Confische milionarie, la Dia presenta il conto

QuattroStelle

LECCE- Aggressione ai patrimoni in odor di mafia. Questo il leit motiv dell’attività svolta, nel 2013, dalla DIA di Lecce non solo nella provincia leccese, ma anche in quella tarantina e brindisina. Sequestri e confische operate negli ultimi 12 mesi, ammontano a 31milioni di euro così suddivisi: 28 milioni nel leccese, 2 nel tarantino ed un milione nella provincia di Brindisi.
Il consuntivo è stato presentato dal direttore della sezione operativa, Leonzio Ferretti che ha ricordato i passaggi più significativi del lavoro svolto dai suoi uomini.

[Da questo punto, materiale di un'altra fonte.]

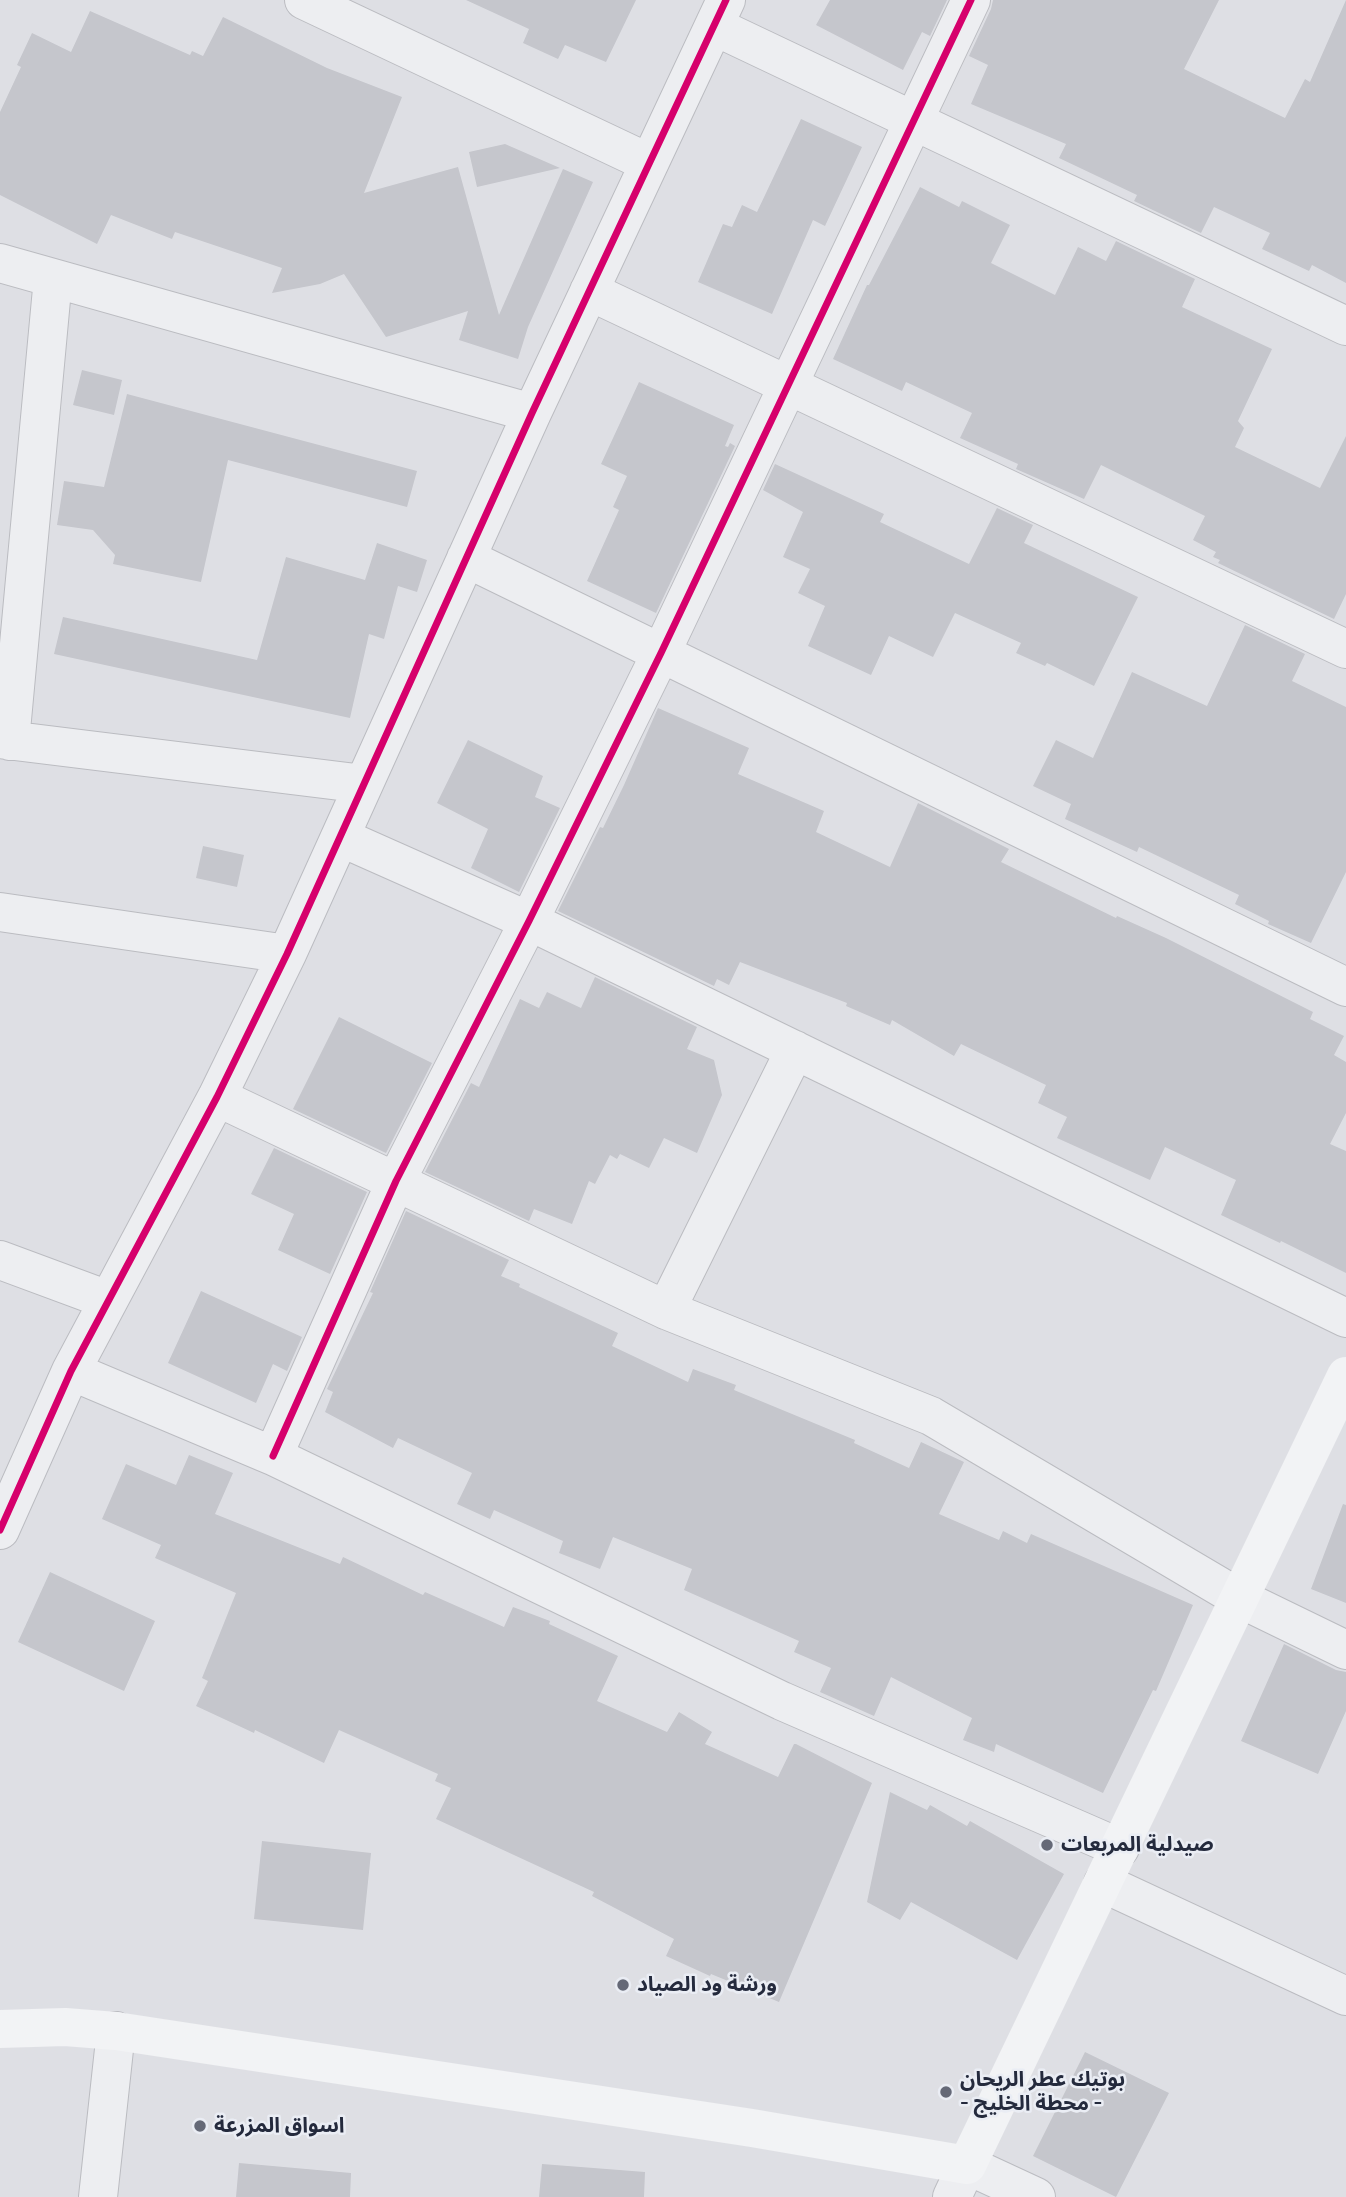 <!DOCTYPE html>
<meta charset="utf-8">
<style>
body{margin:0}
canvas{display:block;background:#dedfe4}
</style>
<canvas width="1346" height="2197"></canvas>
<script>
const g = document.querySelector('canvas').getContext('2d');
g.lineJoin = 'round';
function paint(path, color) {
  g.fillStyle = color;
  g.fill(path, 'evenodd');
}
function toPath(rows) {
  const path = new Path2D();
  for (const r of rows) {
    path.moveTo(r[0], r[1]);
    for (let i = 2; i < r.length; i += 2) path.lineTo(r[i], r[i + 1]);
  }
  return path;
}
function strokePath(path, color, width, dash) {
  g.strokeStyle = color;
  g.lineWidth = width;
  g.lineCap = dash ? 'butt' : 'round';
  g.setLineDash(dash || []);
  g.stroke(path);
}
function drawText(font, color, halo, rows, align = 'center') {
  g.font = font + ' Cabin,"Noto Sans Arabic",sans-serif';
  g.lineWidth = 5;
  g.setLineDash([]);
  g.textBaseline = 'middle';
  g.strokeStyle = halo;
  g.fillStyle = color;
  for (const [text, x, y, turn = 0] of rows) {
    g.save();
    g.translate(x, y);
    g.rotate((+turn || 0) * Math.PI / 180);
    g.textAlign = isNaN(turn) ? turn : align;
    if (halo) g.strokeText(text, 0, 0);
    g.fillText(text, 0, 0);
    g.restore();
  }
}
const building = toPath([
 [466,0,636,0,606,62,565,45,558,59,523,43,529,29],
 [830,0,947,0,930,36,922,32,903,70,816,25],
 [993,0,1219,0,1184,69,1285,118,1305,79,1310,82,1346,0,1346,283,1312,265,1309,271,1262,249,1270,233,1214,207,1201,233,1134,201,1137,195,1059,158,1066,144,971,104,988,65,969,56,991,9],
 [90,11,190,55,192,51,203,56,223,17,327,68,402,97,364,193,458,167,499,315,563,169,593,182,528,327,518,359,459,340,468,311,386,337,344,274,320,284,272,293,282,268,175,232,172,239,111,215,97,244,0,195,0,112,21,67,17,65,32,33,71,52],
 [801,119,862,147,825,226,813,220,772,314,698,282,723,224,732,227,742,205,757,212],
 [505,144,560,168,477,187,469,152],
 [920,187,959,207,962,201,1010,225,991,263,1055,295,1078,247,1106,261,1116,241,1195,279,1182,307,1272,349,1238,421,1244,428,1235,447,1320,488,1346,436,1346,594,1334,619,1218,563,1220,560,1213,557,1216,552,1193,540,1205,516,1101,465,1084,499,1016,469,1018,464,960,438,972,413,906,382,902,391,833,359,867,285,869,285],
 [82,370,122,380,114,415,73,405],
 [639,382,734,425,725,446,728,447,730,443,735,446,656,613,587,581,619,510,613,507,627,476,601,464],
 [127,394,417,471,407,507,228,460,201,582,113,564,115,555,93,530,57,525,64,481,104,487],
 [775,464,884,514,880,522,969,564,997,508,1033,525,1024,543,1138,597,1094,686,1047,663,1045,666,1016,653,1021,643,955,613,933,657,889,636,871,675,808,646,825,606,798,593,810,569,783,557,803,512,763,490],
 [377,543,427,560,417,592,398,586,384,639,369,634,350,718,54,654,63,617,257,660,286,557,365,580],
 [1245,625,1305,654,1292,681,1346,707,1346,872,1311,943,1268,924,1269,921,1235,904,1239,895,1139,847,1137,852,1065,819,1071,804,1033,786,1056,740,1093,758,1132,672,1207,706],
 [658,708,749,748,738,774,824,811,816,832,890,867,918,803,1009,849,1001,862,1116,918,1117,916,1166,938,1313,1012,1310,1019,1344,1036,1334,1055,1346,1062,1346,1113,1330,1144,1346,1151,1346,1273,1281,1241,1280,1243,1221,1215,1236,1180,1165,1147,1150,1180,1057,1138,1067,1117,1038,1103,1046,1085,961,1044,954,1056,892,1020,890,1025,846,1006,847,1003,740,962,729,985,717,979,714,986,558,911,600,827,603,828,624,785],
 [468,740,543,776,535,797,560,808,519,892,471,868,488,829,437,803],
 [203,846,244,855,237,887,196,878],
 [595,977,697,1027,687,1049,714,1060,722,1095,697,1153,664,1138,649,1168,620,1154,617,1159,610,1155,595,1184,589,1181,572,1224,534,1209,529,1221,425,1172,471,1083,479,1087,520,999,539,1008,547,992,581,1008],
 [339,1017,432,1063,386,1153,293,1109],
 [274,1148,367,1192,330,1274,278,1250,294,1214,251,1194],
 [406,1211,509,1260,501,1276,520,1284,519,1287,618,1333,612,1346,688,1382,693,1369,736,1385,734,1390,855,1440,854,1443,909,1468,921,1442,964,1462,939,1514,999,1540,1003,1531,1027,1543,1031,1534,1193,1605,1156,1691,1153,1690,1103,1793,996,1744,994,1752,963,1740,972,1718,891,1677,874,1716,820,1692,831,1668,794,1652,799,1641,684,1590,692,1569,613,1537,600,1569,559,1553,563,1541,494,1510,490,1519,457,1504,472,1473,398,1438,393,1448,325,1412,333,1392,327,1389,373,1293,370,1292],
 [201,1291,302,1337,287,1371,273,1364,256,1403,168,1363],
 [189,1455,233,1473,215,1514,340,1564,343,1557,423,1595,425,1592,504,1627,513,1607,550,1621,549,1624,618,1656,597,1701,667,1732,679,1712,712,1732,705,1744,778,1777,794,1744,796,1744,872,1783,779,2002,711,1974,710,1976,666,1956,674,1939,592,1896,594,1892,436,1819,451,1788,435,1781,438,1774,339,1730,324,1763,255,1730,254,1733,196,1706,208,1681,202,1678,236,1593,155,1558,161,1545,102,1519,126,1464,176,1485],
 [1343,1504,1346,1505,1346,1603,1311,1589],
 [50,1572,155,1621,124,1691,18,1642],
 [1284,1644,1336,1670,1346,1672,1346,1711,1318,1774,1241,1741],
 [890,1792,927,1810,930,1805,967,1826,970,1821,1064,1874,1017,1960,911,1902,900,1920,867,1902],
 [262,1841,371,1853,363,1930,254,1919],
 [1085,2052,1169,2093,1116,2197,1033,2156],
 [239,2163,351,2173,350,2197,236,2197],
 [542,2164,645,2172,644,2197,539,2197]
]);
const street = toPath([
 [304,0,649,163],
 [714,26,1346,326],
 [0,263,532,413],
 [589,291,1346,649],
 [466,558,1346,987],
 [0,739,364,784],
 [10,741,53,278],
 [340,837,529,921,1346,1318],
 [0,912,287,954],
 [217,1097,666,1310,931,1416,1239,1598,1346,1650],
 [0,1260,108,1300],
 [666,1310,795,1050],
 [71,1371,273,1456,782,1701,1120,1848],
 [273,1456,396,1181,529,921,661,653,971,0],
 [0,1530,71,1371,217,1097,287,954,532,413,726,0],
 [1103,1883,1346,1996],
 [98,2197,116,2031],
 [952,2197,967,2165,1036,2197]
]);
const secondary = toPath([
 [0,2029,65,2027,116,2031,752,2128,967,2165,1346,1376]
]);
const cycleway = toPath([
 [273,1456,396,1181,529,921,661,653,971,0],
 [0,1530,71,1371,217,1097,287,954,532,413,726,0]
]);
const markers = [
 [1047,1845,7,"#656977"],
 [623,1985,7,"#656977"],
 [946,2092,7,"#656977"],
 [200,2126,7,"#656977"]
];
const poiNames = [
 ["صيدلية المربعات",1061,1845],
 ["ورشة ود الصياد",637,1985],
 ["بوتيك عطر الريحان",960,2080],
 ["- محطة الخليج -",960,2104],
 ["اسواق المزرعة",214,2126]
];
paint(building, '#c5c6cc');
strokePath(street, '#bbbcc1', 40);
strokePath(street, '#edeef1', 38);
strokePath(secondary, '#f2f3f5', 38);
strokePath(cycleway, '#d6006c', 7);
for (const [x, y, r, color] of markers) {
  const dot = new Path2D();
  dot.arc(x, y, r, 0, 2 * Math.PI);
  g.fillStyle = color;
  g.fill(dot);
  strokePath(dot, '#eaedf4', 2.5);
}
drawText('bold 21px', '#242a3d', '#eaedf4', poiNames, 'left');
</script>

In primis la confisca definitiva dei beni riconducibili a Santo Paglialunga, 63enne di Aradeo, indagato per usura aggravata. 8 milioni di euro, fra società finanziarie, aziende immobiliari, immobili e terreni, sono passati nelle mani dello Stato. Confiscati anche un kartodromo ed un castello nella zona di Cutrofiano. Altra confisca definitiva riguarda il patrimonio di Giovanni Tredici, 44enne di Copertino arrestato nell’ambito dell’operazione antimafia denominata Due Vie.

Il valore complessivo, in questo caso, raggiunge i 4 milioni di euro fra immobili, conti correnti bancari e appezzamenti di terreno molti dei quali destinati al fotovoltaico come nel caso di un impianto sequestrato a Lequile.

Ancora una confisca, ma questa non definitiva, è stata eseguita a San Donato, nei confronti di Agostino Marzo, titolare di un’autodemolizione. I sigilli al suo impero milionario, in questo caso si parla di almeno 15milioni di euro, sono scattati lo scorso luglio.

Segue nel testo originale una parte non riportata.